##### Listed entries #####

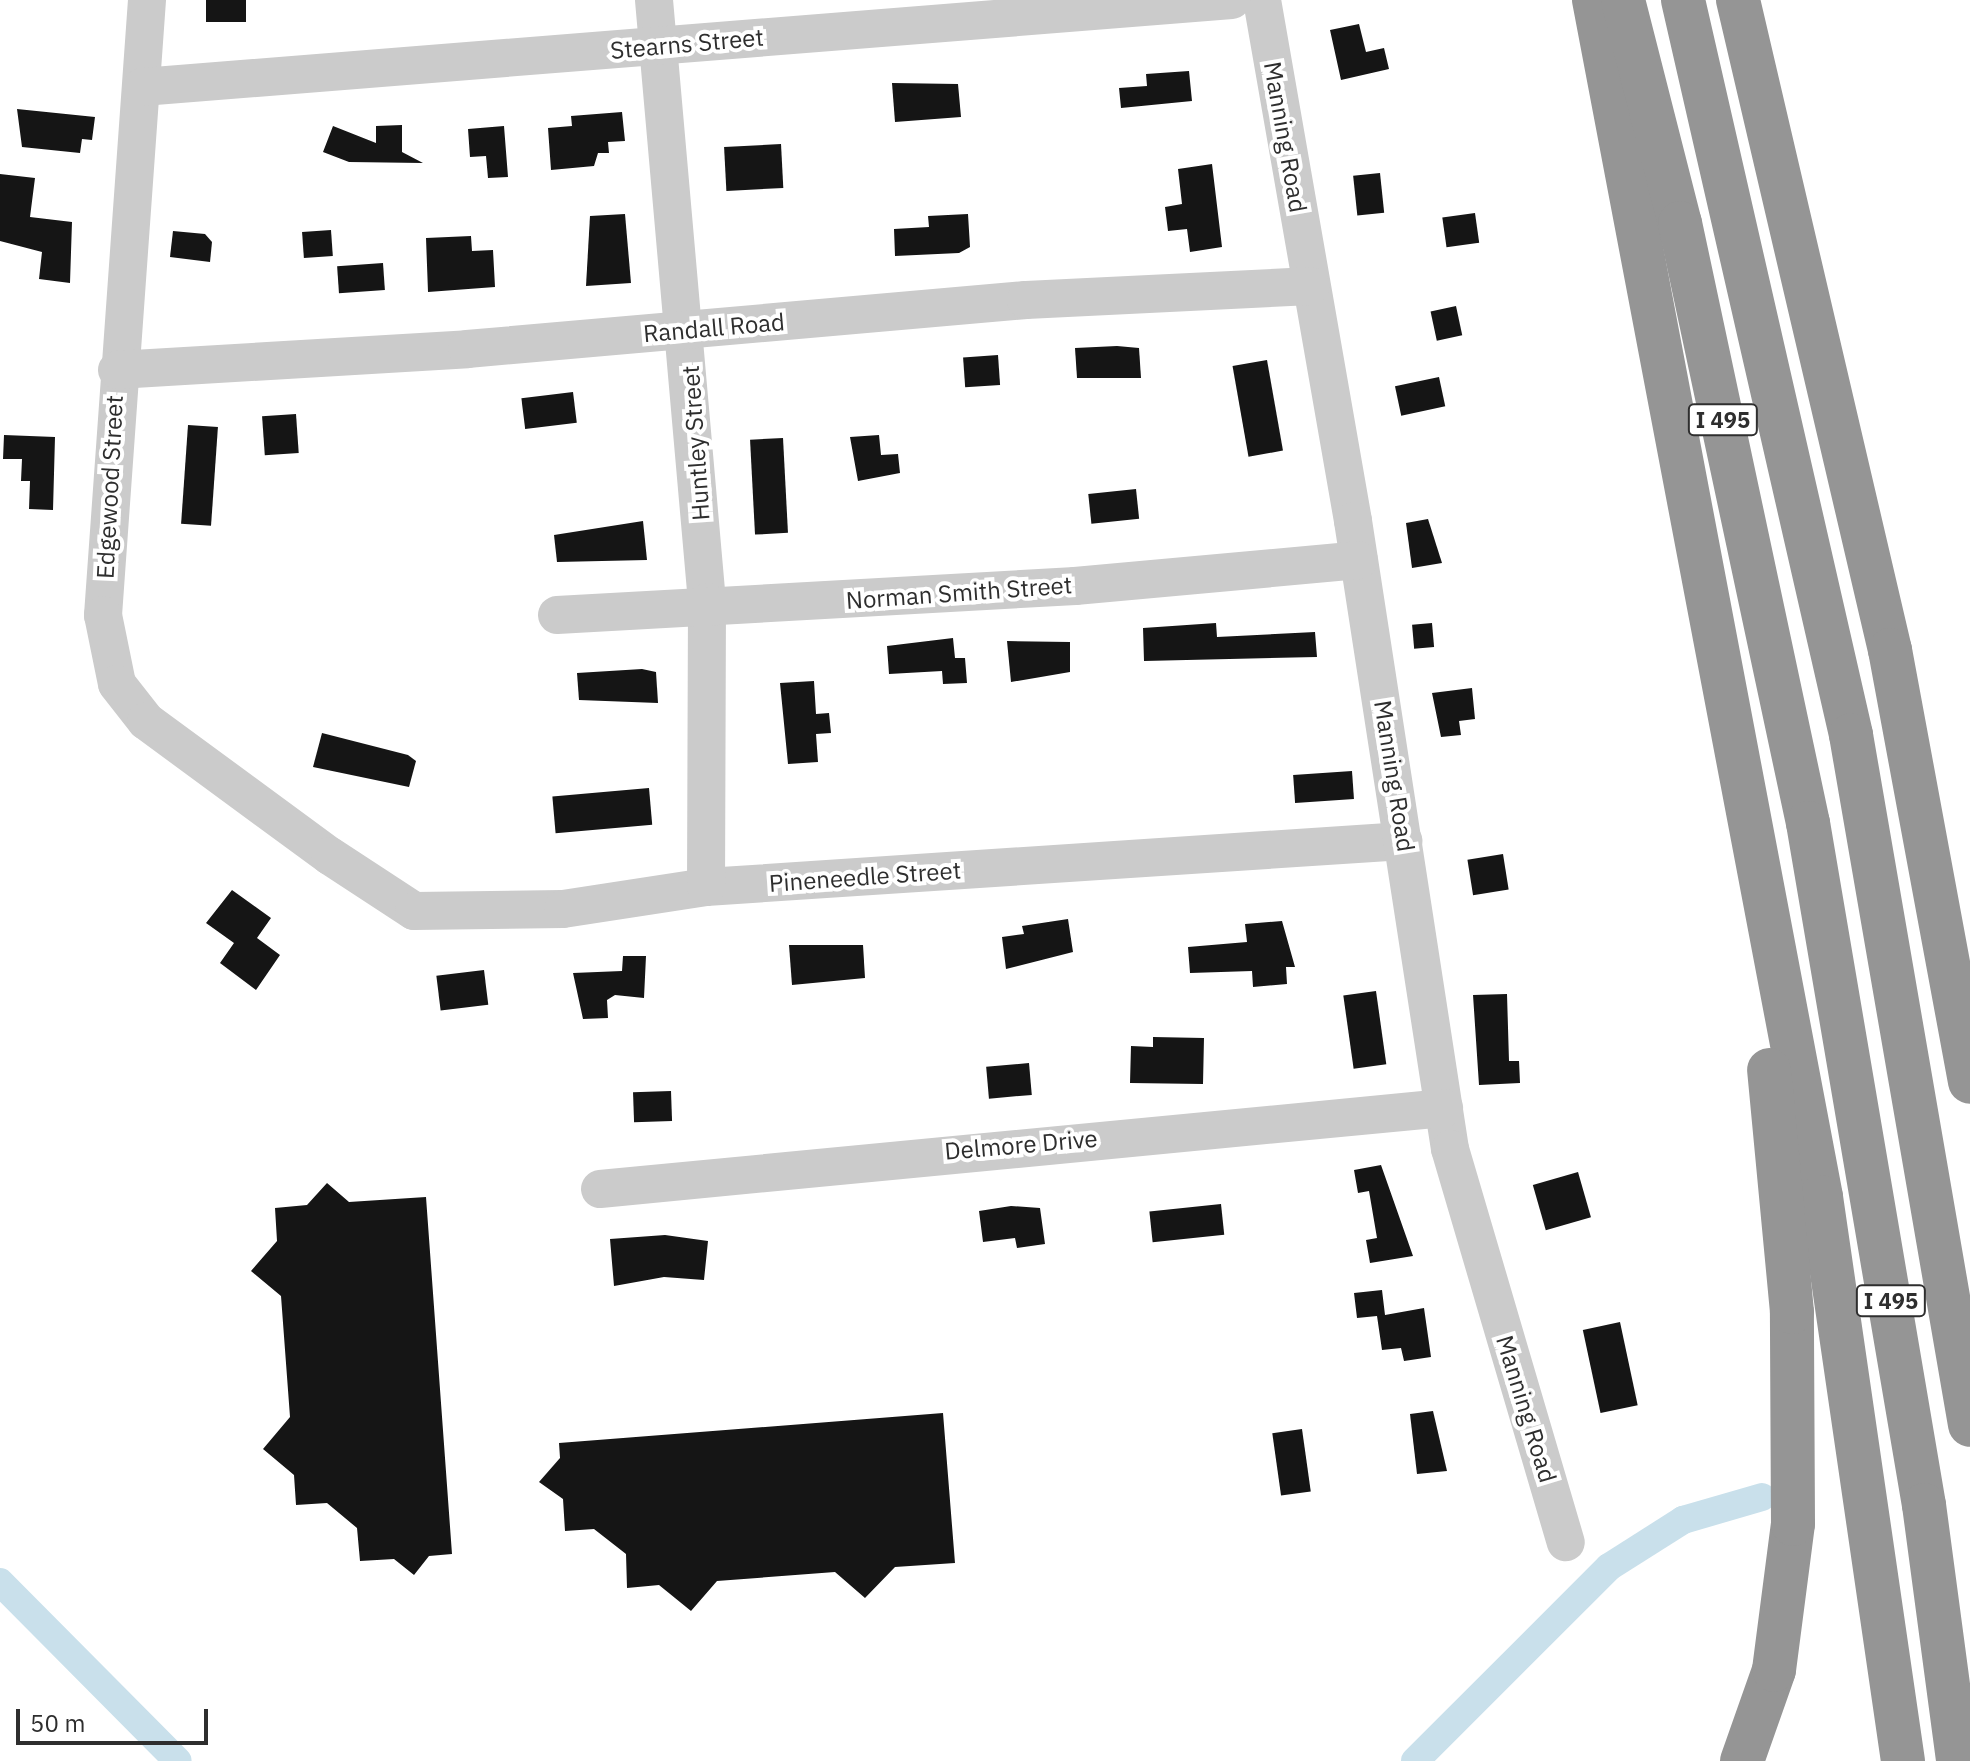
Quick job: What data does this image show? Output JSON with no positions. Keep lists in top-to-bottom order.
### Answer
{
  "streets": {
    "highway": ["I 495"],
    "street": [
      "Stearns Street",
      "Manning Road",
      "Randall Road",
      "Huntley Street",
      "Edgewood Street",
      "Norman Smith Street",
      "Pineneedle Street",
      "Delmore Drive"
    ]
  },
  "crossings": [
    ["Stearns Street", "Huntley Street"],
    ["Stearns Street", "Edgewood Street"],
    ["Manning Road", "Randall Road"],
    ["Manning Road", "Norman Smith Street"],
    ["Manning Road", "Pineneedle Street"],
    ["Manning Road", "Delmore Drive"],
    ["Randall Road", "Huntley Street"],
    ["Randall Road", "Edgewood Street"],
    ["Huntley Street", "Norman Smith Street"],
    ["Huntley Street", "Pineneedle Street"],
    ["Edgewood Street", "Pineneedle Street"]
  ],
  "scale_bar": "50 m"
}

#####

What the exercise asks. Repeat the entries exactly, without pictures.

Output.
Quick job: What data does this image show? Output JSON with no positions. Keep lists in top-to-bottom order.
### Answer
{
  "streets": {
    "highway": ["I 495"],
    "street": [
      "Stearns Street",
      "Manning Road",
      "Randall Road",
      "Huntley Street",
      "Edgewood Street",
      "Norman Smith Street",
      "Pineneedle Street",
      "Delmore Drive"
    ]
  },
  "crossings": [
    ["Stearns Street", "Huntley Street"],
    ["Stearns Street", "Edgewood Street"],
    ["Manning Road", "Randall Road"],
    ["Manning Road", "Norman Smith Street"],
    ["Manning Road", "Pineneedle Street"],
    ["Manning Road", "Delmore Drive"],
    ["Randall Road", "Huntley Street"],
    ["Randall Road", "Edgewood Street"],
    ["Huntley Street", "Norman Smith Street"],
    ["Huntley Street", "Pineneedle Street"],
    ["Edgewood Street", "Pineneedle Street"]
  ],
  "scale_bar": "50 m"
}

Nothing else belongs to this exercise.